いつも読みに来てくださって、ありがとうございます。

家族に愛されたことがないから、自分も愛し方がわからない、そういう人は確かにいるんだなと思います。理想的な離婚なんていうものもなくて、離婚しなくていい結婚を選ぶことが理想なんですけど、それがなかなか難しいんですよね。あんずさんの言われるとおり、愛も結婚も答えのない永遠のテーマだと思います。どうぞ、また遊びに来てくださいね♪

花音(かのん) | 2015.06.16 09:09 | URL


花音さん、こんばんは。

元夫に対して私も最終的には
愛情に恵まれない家庭で育った人だと可哀想に思います。
娘がよく「だって、あんなお母さん(姑)に育てられたんやもん。」と父親の事をかばう様に言っていました。

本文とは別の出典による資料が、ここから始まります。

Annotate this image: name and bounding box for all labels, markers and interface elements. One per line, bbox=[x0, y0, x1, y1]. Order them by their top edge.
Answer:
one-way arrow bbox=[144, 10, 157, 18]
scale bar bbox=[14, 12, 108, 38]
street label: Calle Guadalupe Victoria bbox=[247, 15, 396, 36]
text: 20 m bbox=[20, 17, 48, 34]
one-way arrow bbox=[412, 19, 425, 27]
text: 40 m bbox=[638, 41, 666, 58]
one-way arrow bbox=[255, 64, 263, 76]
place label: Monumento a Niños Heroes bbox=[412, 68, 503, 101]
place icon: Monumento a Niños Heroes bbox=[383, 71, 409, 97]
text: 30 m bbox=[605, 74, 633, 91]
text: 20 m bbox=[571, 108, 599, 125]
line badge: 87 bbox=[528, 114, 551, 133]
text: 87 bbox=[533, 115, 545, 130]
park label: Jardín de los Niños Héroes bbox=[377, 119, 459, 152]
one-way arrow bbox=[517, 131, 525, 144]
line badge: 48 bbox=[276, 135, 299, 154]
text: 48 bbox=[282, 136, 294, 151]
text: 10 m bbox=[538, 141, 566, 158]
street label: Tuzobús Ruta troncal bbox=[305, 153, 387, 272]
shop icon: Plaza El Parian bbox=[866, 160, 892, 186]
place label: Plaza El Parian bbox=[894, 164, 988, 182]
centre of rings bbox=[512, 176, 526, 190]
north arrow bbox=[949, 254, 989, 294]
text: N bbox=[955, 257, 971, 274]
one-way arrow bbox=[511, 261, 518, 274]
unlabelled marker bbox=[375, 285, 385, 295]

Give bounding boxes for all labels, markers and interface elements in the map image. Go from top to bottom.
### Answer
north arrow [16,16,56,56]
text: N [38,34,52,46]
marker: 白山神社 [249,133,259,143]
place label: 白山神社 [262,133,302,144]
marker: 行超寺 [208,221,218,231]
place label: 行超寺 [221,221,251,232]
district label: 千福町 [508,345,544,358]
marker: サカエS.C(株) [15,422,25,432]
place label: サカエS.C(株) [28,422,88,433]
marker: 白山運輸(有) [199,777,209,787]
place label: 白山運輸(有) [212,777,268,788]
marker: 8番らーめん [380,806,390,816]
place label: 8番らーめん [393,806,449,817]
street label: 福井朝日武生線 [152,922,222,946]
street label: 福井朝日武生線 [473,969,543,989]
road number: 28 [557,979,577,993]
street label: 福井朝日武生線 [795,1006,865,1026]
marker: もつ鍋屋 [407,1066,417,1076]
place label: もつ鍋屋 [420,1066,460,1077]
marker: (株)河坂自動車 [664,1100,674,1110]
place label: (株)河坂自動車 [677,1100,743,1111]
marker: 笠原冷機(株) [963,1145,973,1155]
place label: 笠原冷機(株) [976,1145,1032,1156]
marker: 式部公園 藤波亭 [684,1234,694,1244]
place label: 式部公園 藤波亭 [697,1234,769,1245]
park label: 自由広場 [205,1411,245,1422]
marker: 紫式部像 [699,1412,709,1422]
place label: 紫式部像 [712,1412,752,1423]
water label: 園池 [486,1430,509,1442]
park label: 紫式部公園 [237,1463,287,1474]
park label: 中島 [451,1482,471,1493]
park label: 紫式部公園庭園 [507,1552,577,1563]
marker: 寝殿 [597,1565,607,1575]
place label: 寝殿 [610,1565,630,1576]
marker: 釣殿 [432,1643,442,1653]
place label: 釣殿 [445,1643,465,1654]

寂しい人なんや、可哀想な人なんや、という思いが、結局は26年続いた理由だったのかもしれませんが、20年めくらいにその思いが消えました。反対に私の場合は「憎悪」に変わっていました。
離婚する事で子ども達にとっては父親である人だと、その「憎悪」も消えました。

消えたら、私自身が楽になれましたね。

可哀想…を自分の中の愛情だと勘違いしていた私。

そもそも、結婚したかっただけで
私達には愛情なんて…いや、少なくとも私にはなかったのです。

この年になって、愛って何?結婚って?と考える事も(笑)
永遠のテーマなのかもしれませんね。

花音さん、いつもありがとうございます。